1. GOD—THE HOLY AND LOVING CREATOR: We can't assume that people today have a proper concept of God. We must make them see that He has an absolute claim on their lives. The concept that we want to drive home is God's ownership of each one of us. We should speak of a sovereign Creator who brought all things into being out of nothing, creating and sustaining us of His own will so that we are dependent on Him for everything (Genesis 1-2, Acts 17:25, Psalms 100:3). From this foundation come the two great pillars of His Being—light and love. Light speaks of God's majesty, truth, and holiness (1 John 1:5, 1 Timothy 6:15-16). But our God is also a God of love. Out of His love He created us in His image so that we could have fellowship with Him.
2. MAN—THE SINFUL CREATURE: Man disobeyed God and willfully rebelled. The Bible calls this sin. We must both define sin and state it consequences to a lost world. Sin is comprised of two parts: first, it is the attitude that I am my own god and therefore try to live as if God did not exist. Romans 1:21 portrays this attitude when it defines sin as not worshipping God. We thereby deny all that God has revealed to us about Himself. Second, sin is rebelling against God—breaking His law. Using the Ten Commandments in evangelism helps people feel the guilt of sin, and creates a desire for the forgiveness found in Christ alone. (See: Romans 3:12, James 2:10, Jeremiah 17:9) The consequences of sin is death. The Bible speaks of death as separation of the spiritual and physical. These two elements, when joined together comprise the essence of life. Physical death is separation from the body. The symptoms of disease and physical suffering in life indicates that physical death is near. Spiritual death is separation from God for eternity. Symptoms that one is experiencing this type of death is: hatred, war, alienation, purposelessness, guilt, and despair.

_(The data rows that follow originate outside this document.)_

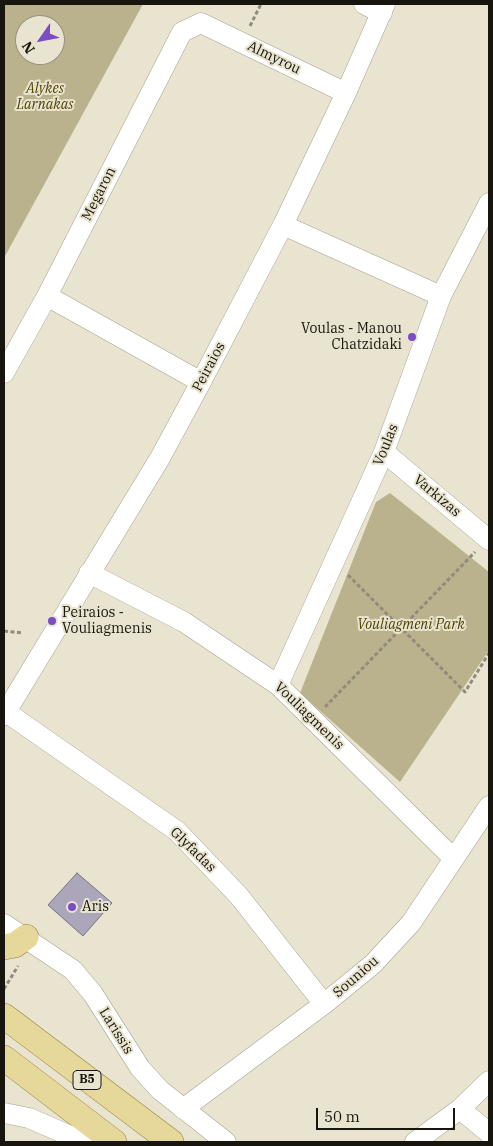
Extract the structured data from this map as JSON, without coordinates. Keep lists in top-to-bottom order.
{
  "streets": {
    "main road": ["B5"],
    "street": [
      "Almyrou",
      "Megaron",
      "Peiraios",
      "Voulas",
      "Varkizas",
      "Vouliagmenis",
      "Glyfadas",
      "Souniou",
      "Larissis"
    ]
  },
  "crossings": [
    ["Almyrou", "Megaron"],
    ["Almyrou", "Peiraios"],
    ["Peiraios", "Vouliagmenis"],
    ["Peiraios", "Glyfadas"],
    ["Voulas", "Varkizas"],
    ["Voulas", "Vouliagmenis"],
    ["Vouliagmenis", "Souniou"],
    ["Glyfadas", "Souniou"],
    ["Souniou", "Larissis"]
  ],
  "parks": ["Alykes Larnakas", "Vouliagmeni Park"],
  "places": ["Voulas - Manou Chatzidaki", "Peiraios - Vouliagmenis", "Aris"],
  "scale_bar": "50 m",
  "north": "bottom left"
}
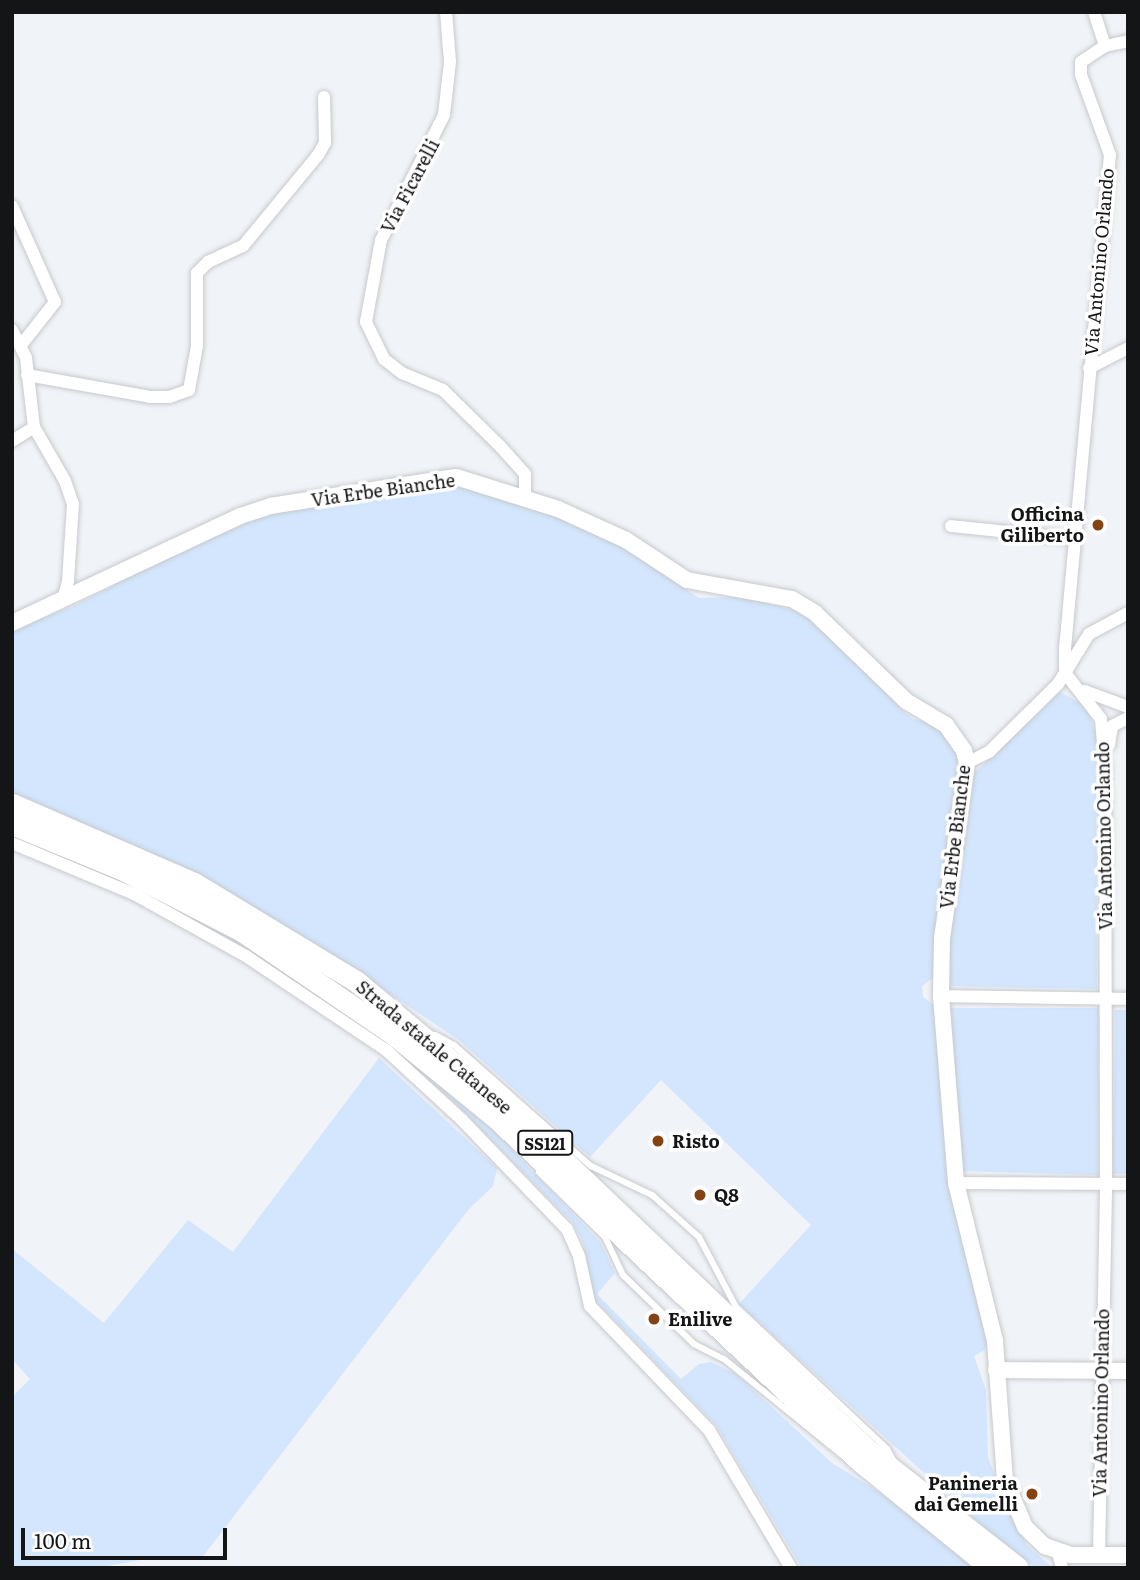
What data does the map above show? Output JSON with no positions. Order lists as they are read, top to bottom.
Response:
{
  "streets": {
    "main road": ["Strada statale Catanese", "SS121"],
    "street": ["Via Ficarelli", "Via Antonino Orlando", "Via Erbe Bianche"]
  },
  "crossings": [
    ["Via Ficarelli", "Via Erbe Bianche"]
  ],
  "places": [
    "Officina Giliberto",
    "Risto",
    "Q8",
    "Enilive",
    "Panineria dai Gemelli"
  ],
  "scale_bar": "100 m"
}
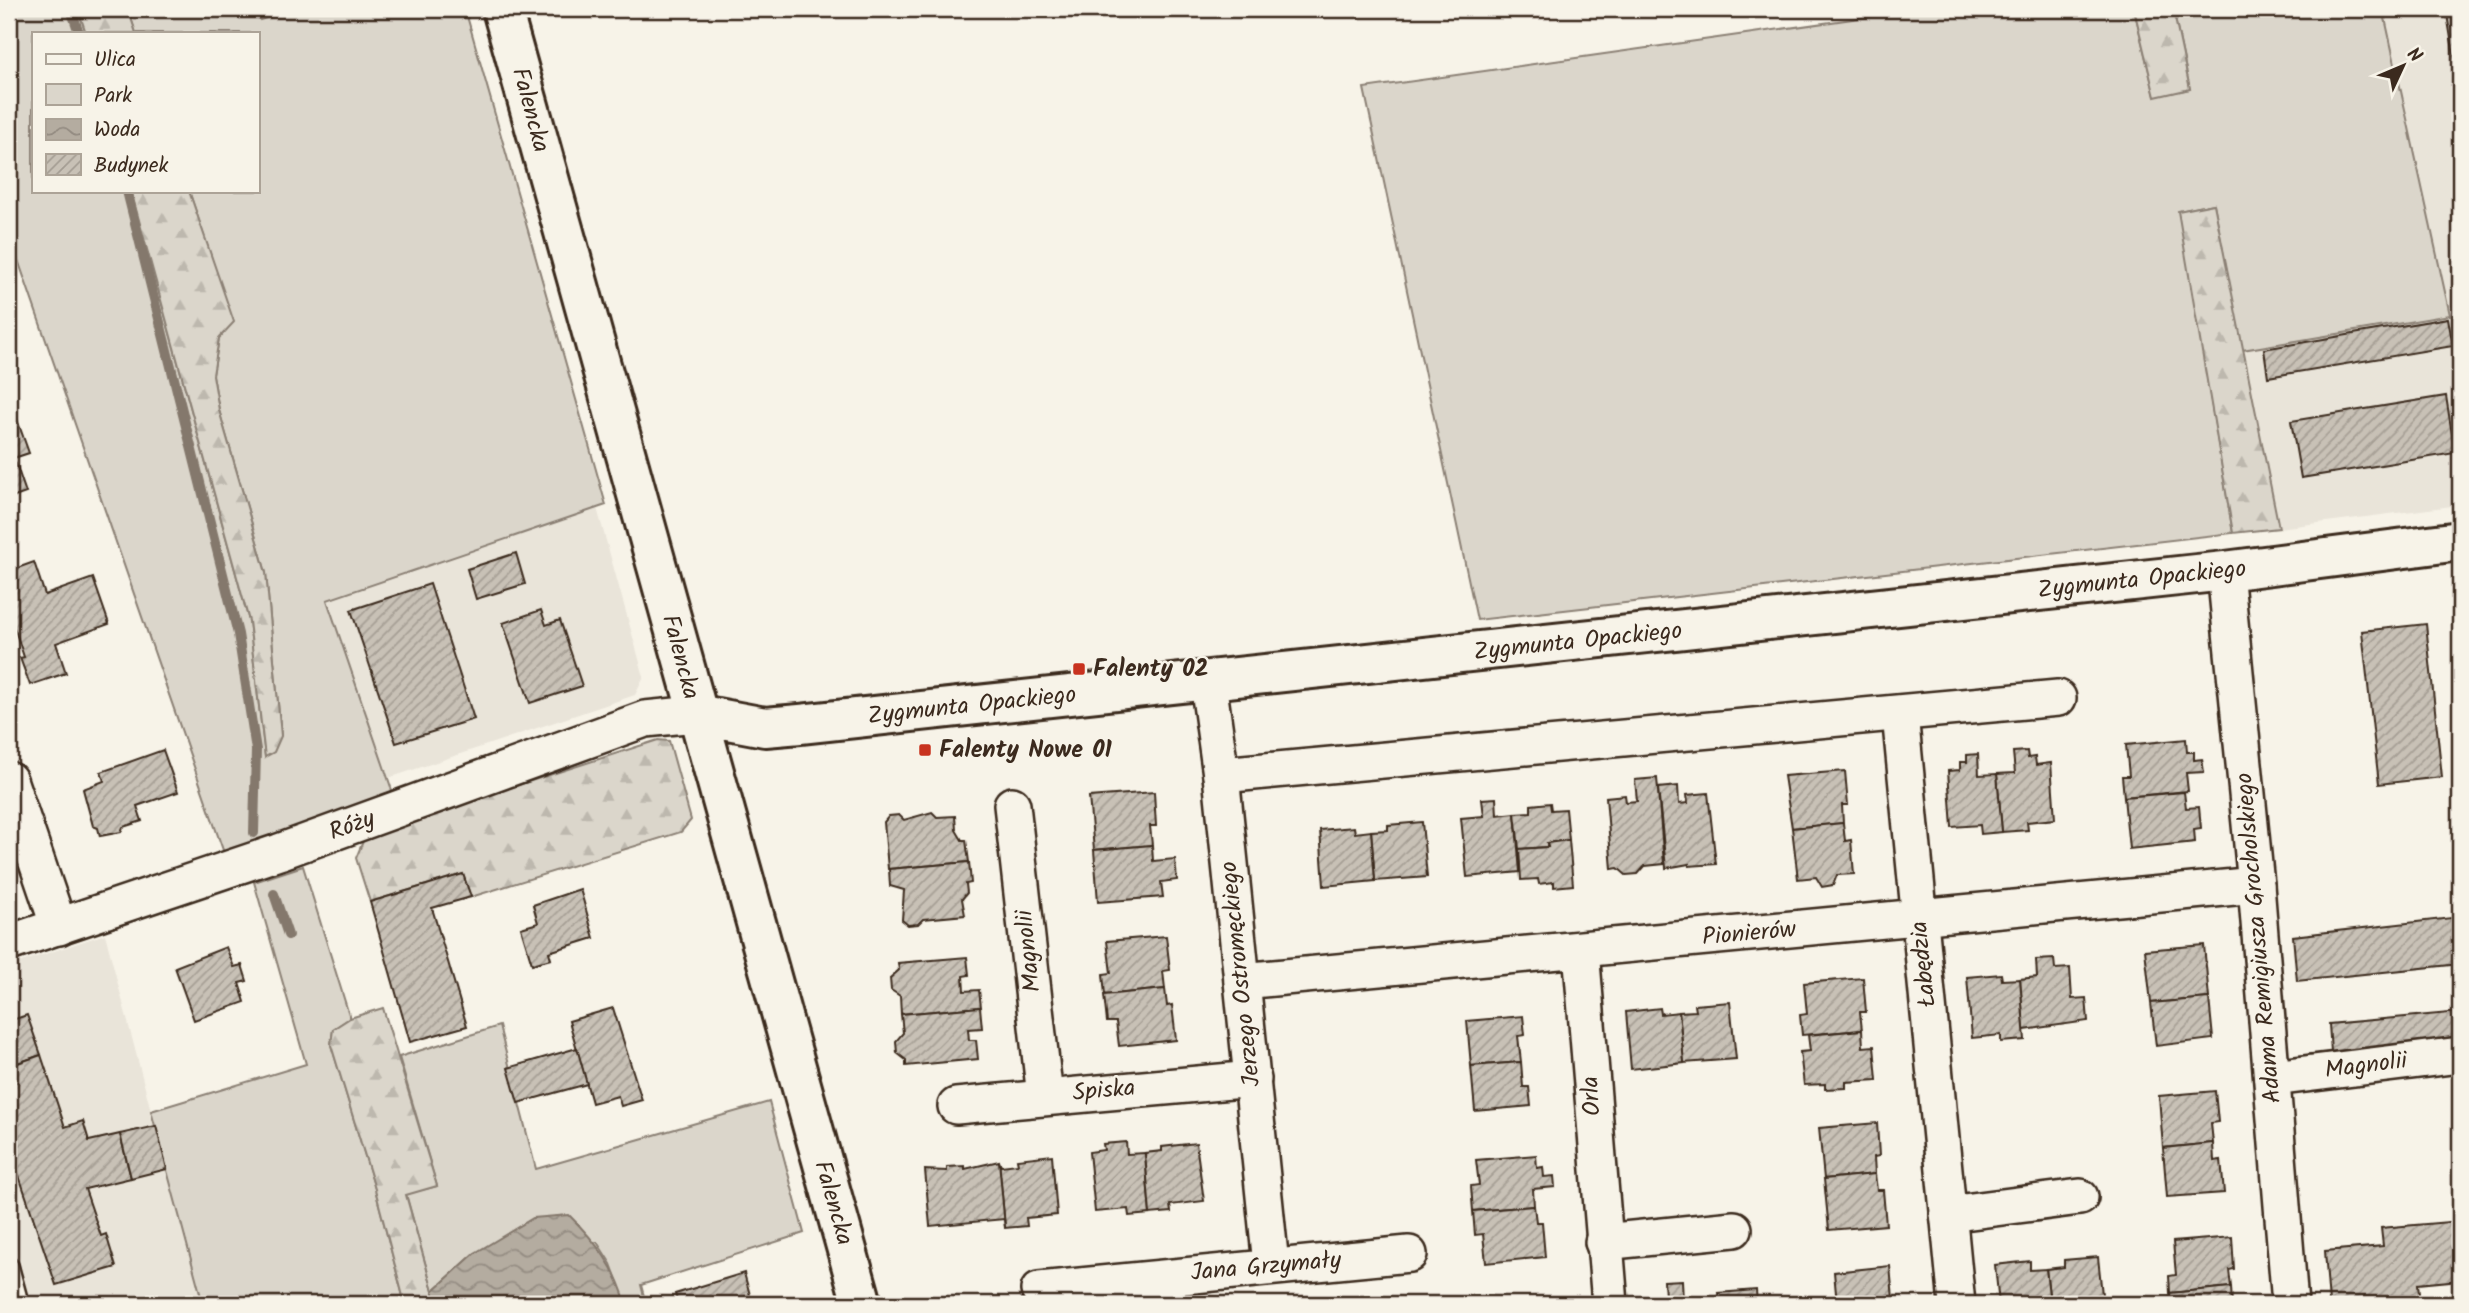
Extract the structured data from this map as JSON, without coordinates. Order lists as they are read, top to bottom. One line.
{"streets":{"street":["Falencka","Zygmunta Opackiego","Róży","Pionierów","Adama Remigiusza Grocholskiego","Magnolii","Łabędzia","Jerzego Ostromęckiego","Spiska","Orla","Jana Grzymały"]},"crossings":[["Falencka","Zygmunta Opackiego"],["Falencka","Róży"],["Zygmunta Opackiego","Róży"],["Zygmunta Opackiego","Adama Remigiusza Grocholskiego"],["Zygmunta Opackiego","Jerzego Ostromęckiego"],["Pionierów","Adama Remigiusza Grocholskiego"],["Pionierów","Łabędzia"],["Pionierów","Jerzego Ostromęckiego"],["Pionierów","Orla"],["Adama Remigiusza Grocholskiego","Magnolii"],["Magnolii","Spiska"],["Jerzego Ostromęckiego","Spiska"],["Jerzego Ostromęckiego","Jana Grzymały"]],"places":{"transit":["Falenty 02","Falenty Nowe 01"]},"legend":["Ulica","Park","Woda","Budynek"],"north":"top right"}
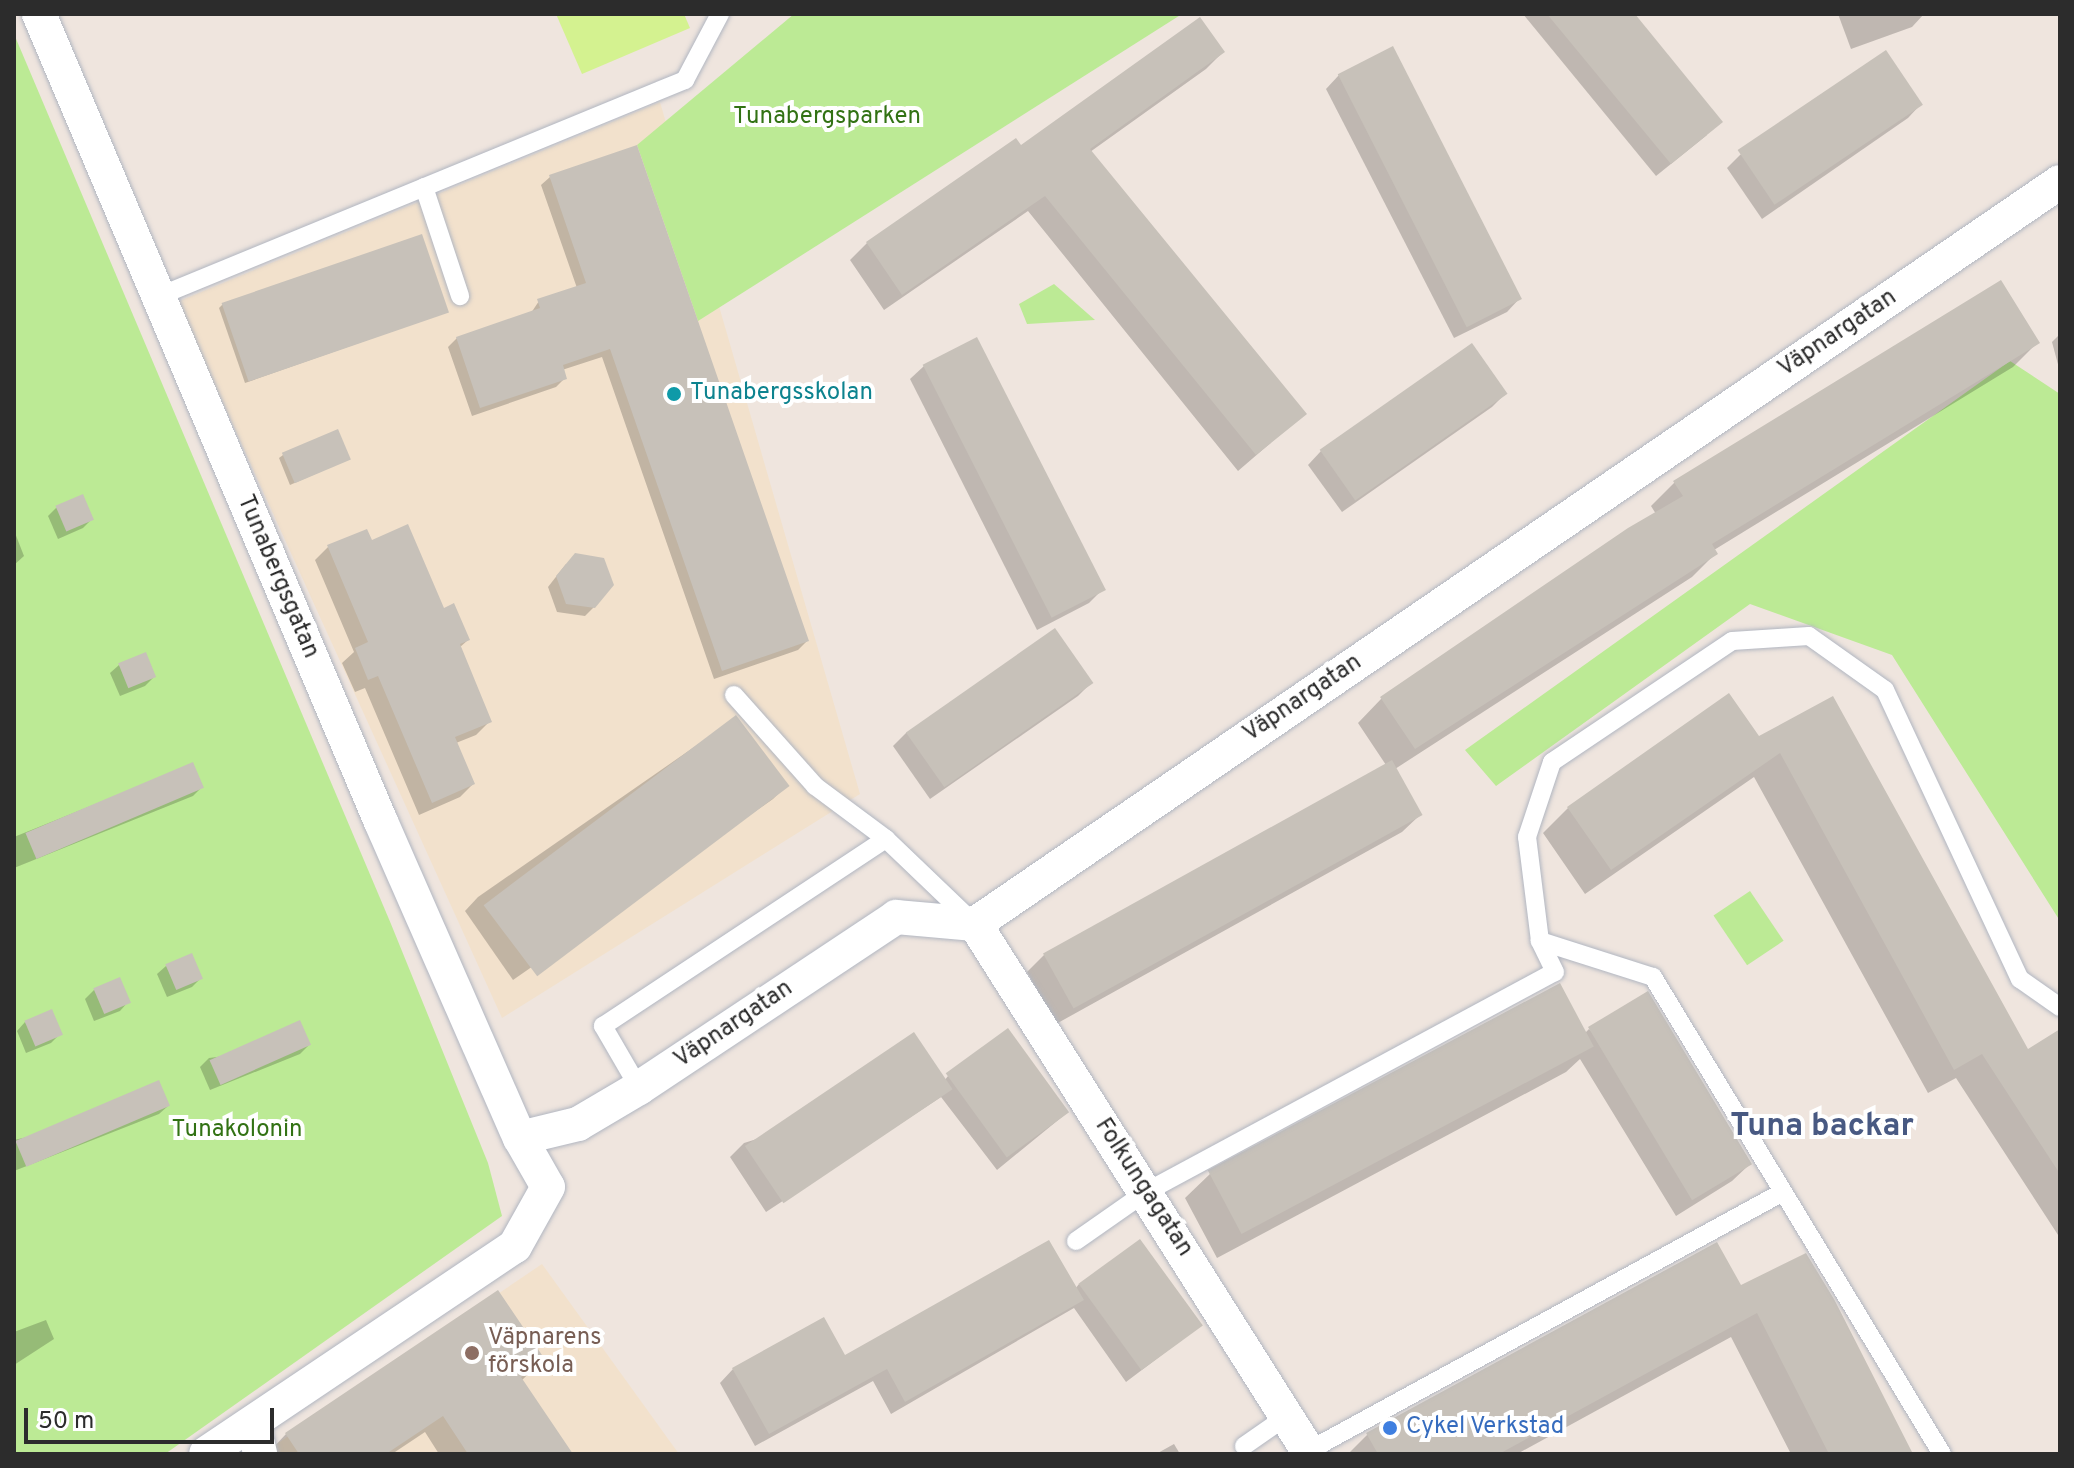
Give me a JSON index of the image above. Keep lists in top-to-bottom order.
{
  "streets": {
    "street": ["Väpnargatan", "Tunabergsgatan", "Folkungagatan"]
  },
  "crossings": [
    ["Väpnargatan", "Tunabergsgatan"],
    ["Väpnargatan", "Folkungagatan"]
  ],
  "districts": ["Tuna backar"],
  "parks": ["Tunabergsparken", "Tunakolonin"],
  "places": ["Tunabergsskolan", "Väpnarens förskola", "Cykel Verkstad"],
  "scale_bar": "50 m"
}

3. CHRIST—THE MERCIFUL REDEEMER: When you read the Old Testament, you see clearly that Jesus Christ came to fulfill three roles: prophet, priest and king. Evangelism over the last 100 years has tended to speak merely of His role as Savior. This has led many people to make superficial “decisions for Christ.” We must present Christ in all three roles—His perfect life, sacrificial death, and His victorious resurrection: As Prophet, He revealed God through His teaching and life (Deut. 18:15-19, John 1:14-18, 7:16-24). His perfect life qualified Him to be our substitutionary sacrifice. The Priest represented the people to God. We must present the cross not simply as a vague demonstration of God’s love, but as the place in history where, in the death of His Son, God dealt with the sins of the whole world. God is still just and holy, yet loves us through Christ, Who bore our sins (1 Pet. 2:24, Heb. 7:27, 10:10). We must speak of His office as King. The New Testament refers to Jesus Christ as “Savior” 24 times but calls Him “Lord” 694 times—more than 28 times for every reference as “Savior.” All who will have Jesus as Savior must, after salvation, also have Christ as their King. Jesus Christ now lives to rule His people in love and truth (Mt. 25:24, Acts 2:3-36, Rev. 5).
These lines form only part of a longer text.